- _Assignment_:
I need the number of lines in the listing below that include the string "Estrada", and only that number.

- _Dataset excerpts_:
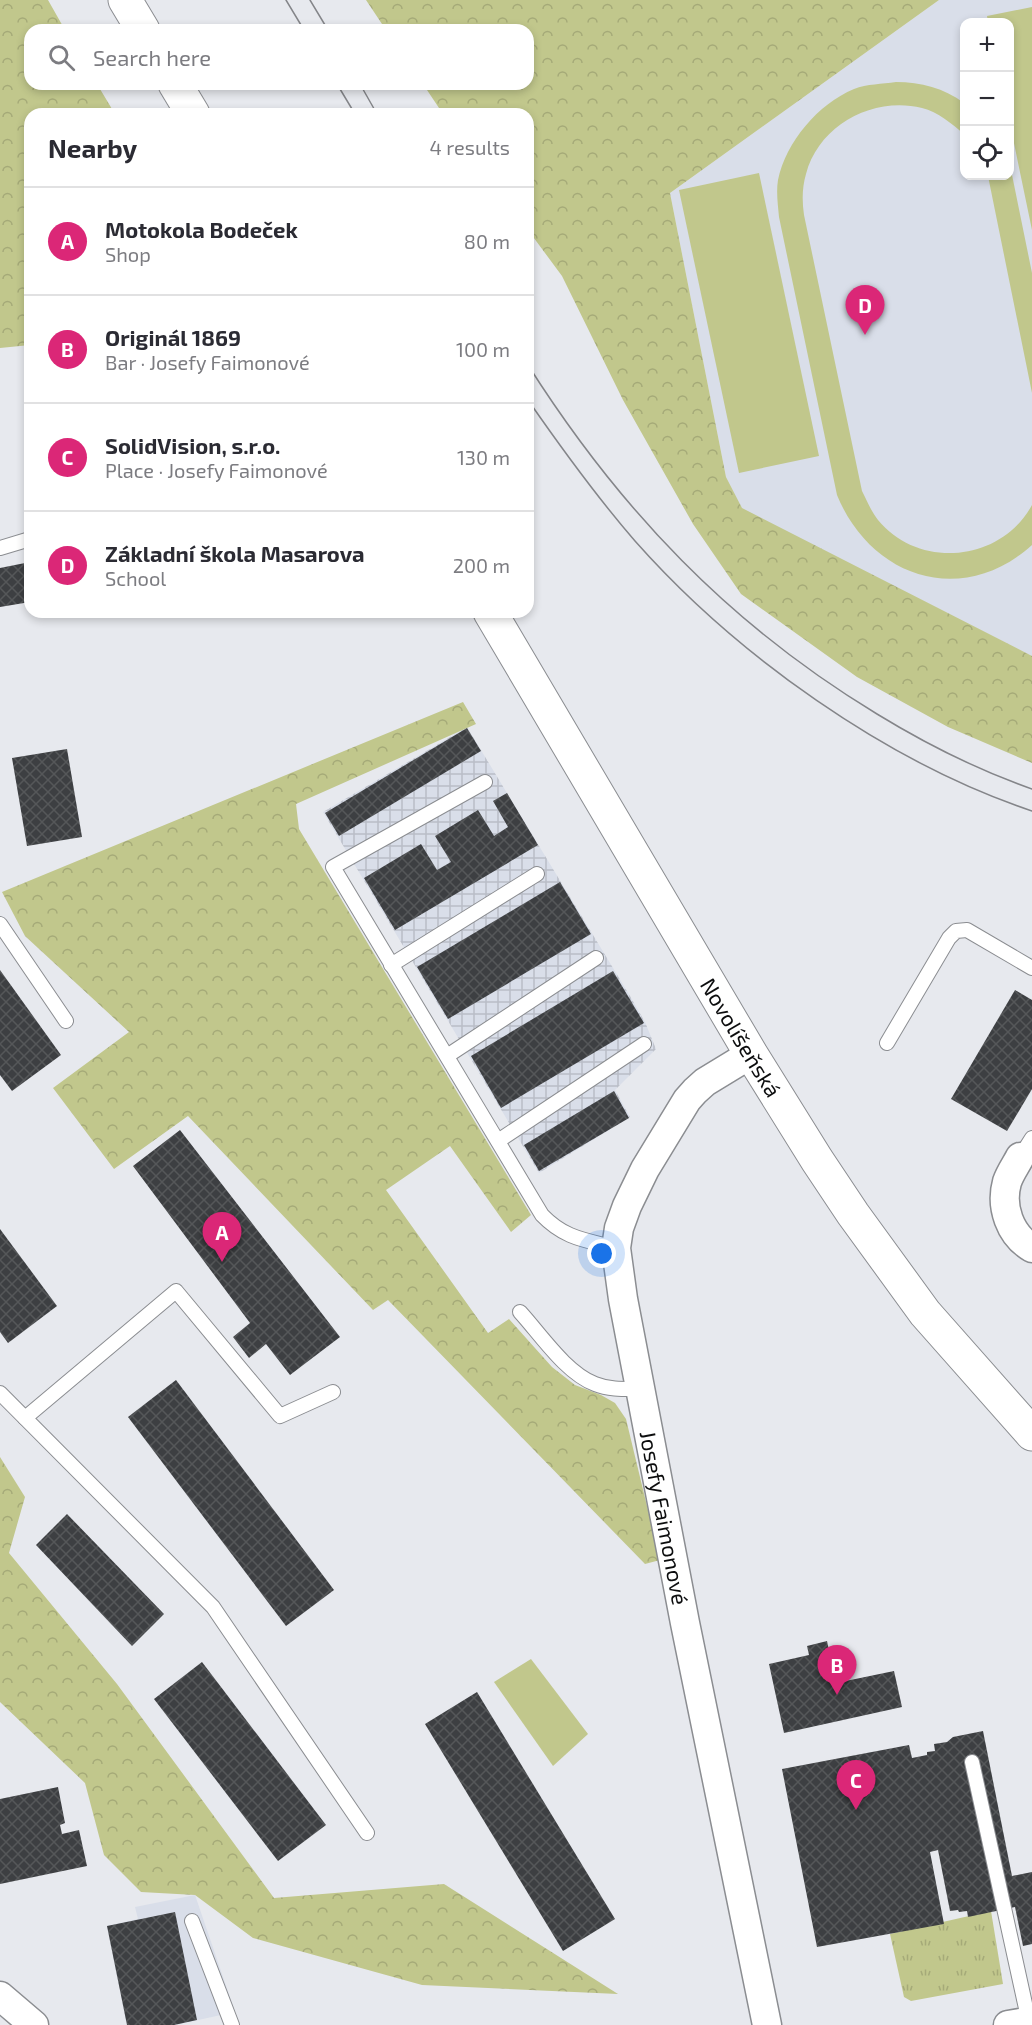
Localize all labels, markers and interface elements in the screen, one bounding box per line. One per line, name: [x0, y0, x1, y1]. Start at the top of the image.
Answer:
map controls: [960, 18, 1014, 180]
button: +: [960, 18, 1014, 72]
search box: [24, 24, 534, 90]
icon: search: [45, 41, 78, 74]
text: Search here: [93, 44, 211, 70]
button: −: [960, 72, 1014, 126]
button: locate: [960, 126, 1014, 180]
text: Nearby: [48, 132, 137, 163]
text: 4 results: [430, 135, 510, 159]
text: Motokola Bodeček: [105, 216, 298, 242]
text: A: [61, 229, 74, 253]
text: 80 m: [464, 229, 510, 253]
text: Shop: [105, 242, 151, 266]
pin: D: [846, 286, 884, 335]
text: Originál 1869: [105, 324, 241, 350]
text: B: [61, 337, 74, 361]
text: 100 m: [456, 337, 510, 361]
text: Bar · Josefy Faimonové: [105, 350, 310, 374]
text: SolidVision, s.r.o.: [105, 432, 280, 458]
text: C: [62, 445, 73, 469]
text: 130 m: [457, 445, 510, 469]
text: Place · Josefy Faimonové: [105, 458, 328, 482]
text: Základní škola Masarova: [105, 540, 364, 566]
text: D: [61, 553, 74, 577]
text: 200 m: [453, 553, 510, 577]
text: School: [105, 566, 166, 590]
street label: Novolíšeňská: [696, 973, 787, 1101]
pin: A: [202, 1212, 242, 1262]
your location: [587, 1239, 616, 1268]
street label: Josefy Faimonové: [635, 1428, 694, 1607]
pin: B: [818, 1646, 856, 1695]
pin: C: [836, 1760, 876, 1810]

---

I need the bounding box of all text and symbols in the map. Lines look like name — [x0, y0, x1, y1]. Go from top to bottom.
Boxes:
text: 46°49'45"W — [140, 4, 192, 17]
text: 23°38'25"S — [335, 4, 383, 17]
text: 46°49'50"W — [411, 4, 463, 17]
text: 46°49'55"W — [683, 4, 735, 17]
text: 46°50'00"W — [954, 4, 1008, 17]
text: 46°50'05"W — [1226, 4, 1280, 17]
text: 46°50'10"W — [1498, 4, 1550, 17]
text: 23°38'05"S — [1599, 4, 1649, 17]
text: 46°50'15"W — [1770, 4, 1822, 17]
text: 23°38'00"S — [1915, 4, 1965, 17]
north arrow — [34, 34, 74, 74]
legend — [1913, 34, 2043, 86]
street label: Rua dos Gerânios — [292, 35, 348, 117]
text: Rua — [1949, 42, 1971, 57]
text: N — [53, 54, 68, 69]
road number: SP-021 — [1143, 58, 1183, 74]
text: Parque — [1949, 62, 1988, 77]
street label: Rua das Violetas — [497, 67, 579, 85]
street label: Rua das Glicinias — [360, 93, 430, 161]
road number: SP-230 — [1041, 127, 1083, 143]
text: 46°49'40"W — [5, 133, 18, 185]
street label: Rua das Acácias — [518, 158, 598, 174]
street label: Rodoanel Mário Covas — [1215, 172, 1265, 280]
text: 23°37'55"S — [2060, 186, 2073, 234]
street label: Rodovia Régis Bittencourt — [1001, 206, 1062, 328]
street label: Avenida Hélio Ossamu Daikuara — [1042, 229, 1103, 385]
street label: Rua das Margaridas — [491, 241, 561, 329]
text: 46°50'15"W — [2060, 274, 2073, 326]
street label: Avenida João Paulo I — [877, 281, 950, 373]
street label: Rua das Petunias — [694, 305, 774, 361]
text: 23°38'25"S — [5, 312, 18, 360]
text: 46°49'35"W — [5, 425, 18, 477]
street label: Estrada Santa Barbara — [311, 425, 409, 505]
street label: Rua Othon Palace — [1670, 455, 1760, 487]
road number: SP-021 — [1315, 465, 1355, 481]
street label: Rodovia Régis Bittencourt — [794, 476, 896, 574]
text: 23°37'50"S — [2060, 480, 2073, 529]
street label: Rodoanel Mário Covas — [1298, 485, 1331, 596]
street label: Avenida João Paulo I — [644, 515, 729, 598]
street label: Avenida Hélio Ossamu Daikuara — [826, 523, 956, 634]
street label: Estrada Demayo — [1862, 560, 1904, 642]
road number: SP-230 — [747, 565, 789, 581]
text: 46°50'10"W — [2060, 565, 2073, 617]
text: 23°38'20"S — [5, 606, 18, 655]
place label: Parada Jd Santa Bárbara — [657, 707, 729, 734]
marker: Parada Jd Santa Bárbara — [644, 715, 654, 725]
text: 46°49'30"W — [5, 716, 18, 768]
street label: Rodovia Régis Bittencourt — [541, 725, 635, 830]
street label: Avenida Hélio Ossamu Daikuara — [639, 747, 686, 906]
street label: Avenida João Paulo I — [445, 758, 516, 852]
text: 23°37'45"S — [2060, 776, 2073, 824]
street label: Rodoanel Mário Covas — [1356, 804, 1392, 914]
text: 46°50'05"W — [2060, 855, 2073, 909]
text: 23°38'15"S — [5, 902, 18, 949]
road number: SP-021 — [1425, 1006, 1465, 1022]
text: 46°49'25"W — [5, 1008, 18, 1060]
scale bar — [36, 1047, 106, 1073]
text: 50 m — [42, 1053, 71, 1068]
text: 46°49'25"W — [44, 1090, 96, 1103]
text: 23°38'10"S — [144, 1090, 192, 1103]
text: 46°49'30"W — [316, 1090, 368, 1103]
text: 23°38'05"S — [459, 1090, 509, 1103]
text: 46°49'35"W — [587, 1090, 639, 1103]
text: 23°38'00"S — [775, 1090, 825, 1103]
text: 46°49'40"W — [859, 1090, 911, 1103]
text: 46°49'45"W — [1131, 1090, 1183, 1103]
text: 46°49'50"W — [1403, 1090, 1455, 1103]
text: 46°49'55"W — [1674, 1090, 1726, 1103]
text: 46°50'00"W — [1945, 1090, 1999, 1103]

- _Answer area_:
2